The infinite yearning has much to do, I think, with his command of harmony and his ability to wield it in ways that elicit emotional responses. He knew exactly when to resolve a cadence and when not to. I can't quite explain why but I think the malleability has to do with his sense of orchestration: just the right number and combination of brass here, of strings there, etc.


----------



## tahnak (Jan 19, 2009)

tdc said:


> He invented his own style and made it work, he put a lot of passion into what he did. Conceptually he had some really fascinating ideas that stay with a person long after they've finished listening to the music. Tristan und Isolde is quite haunting. The story seems overly simplistic at first, yet I find myself often coming back to ideas that were presented in it and thinking about them. Its a deeper work than it appears on the surface, that is a quality I really appreciate in a work of music and/or art.


Aptly described.


----------



## Llyranor (Dec 20, 2010)

DeepR said:


> I don't like opera. Where do I start?


Listen to some of his orchestral overtures and preludes.

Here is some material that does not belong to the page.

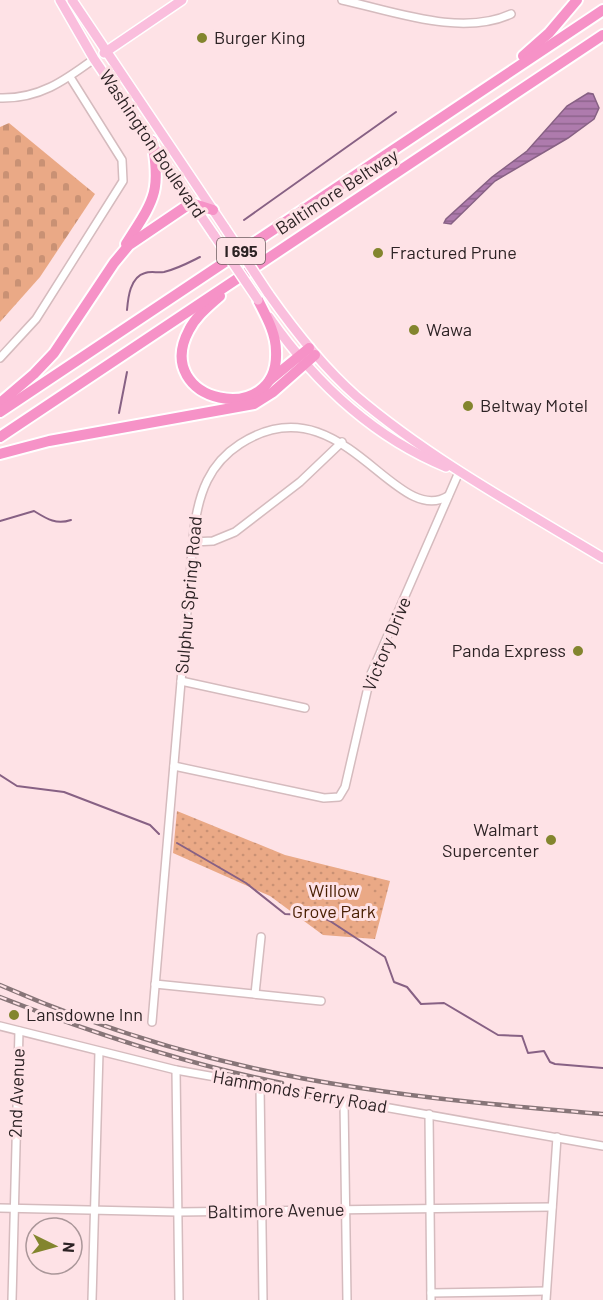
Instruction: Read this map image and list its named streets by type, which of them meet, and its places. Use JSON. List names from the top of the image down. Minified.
{"streets":{"highway":["Baltimore Beltway","I 695"],"main road":["Washington Boulevard"],"street":["Sulphur Spring Road","Victory Drive","Hammonds Ferry Road","2nd Avenue","Baltimore Avenue"]},"crossings":[["Sulphur Spring Road","Victory Drive"],["Hammonds Ferry Road","2nd Avenue"],["2nd Avenue","Baltimore Avenue"]],"parks":["Willow Grove Park"],"places":["Burger King","Fractured Prune","Wawa","Beltway Motel","Panda Express","Walmart Supercenter","Lansdowne Inn"],"north":"right"}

It might be the gateway drug to Wagner (I haven't gotten into his operas yet, but they have made me want to investigate more into his music)


----------



## StlukesguildOhio (Dec 25, 2006)

I don't know how many times I've read complaints about how militant and obsessive Wagner's fans are... but when one considers that you can't even bring up his name without ever raising the spectre of Hitler and the Nazis what else should one expect?


----------



## principe (Sep 3, 2012)

I would expect you, Stlukes, to convert to a true and genuine "Wagner fan". 

Principe


----------



## principe (Sep 3, 2012)

Dear Nicola, the theme of the "ride" is not that easy, though catchy (if you find it as such). 
If you try to sing it from the score is a bit of an ordeal (the difficulty depends, of course, on which line you will choose to sing).

Principe


----------



## nikola (Sep 7, 2012)

principe said:


> Dear Nicola, the theme of the "ride" is not that easy, though catchy (if you find it as such).
> If you try to sing it from the score is a bit of an ordeal (the difficulty depends, of course, on which line you will choose to sing).
> 
> Principe


Ok, do you think it's that hard to sing 'kill the wabit'? 





Honestly, I'm not tone deaf and I can sing it properly however I want without any practice.


----------



## BeethoFan (Jun 23, 2010)

Time to come clean... aside from Ride of The Valkyries, I know next to nothing of Wagner's works. 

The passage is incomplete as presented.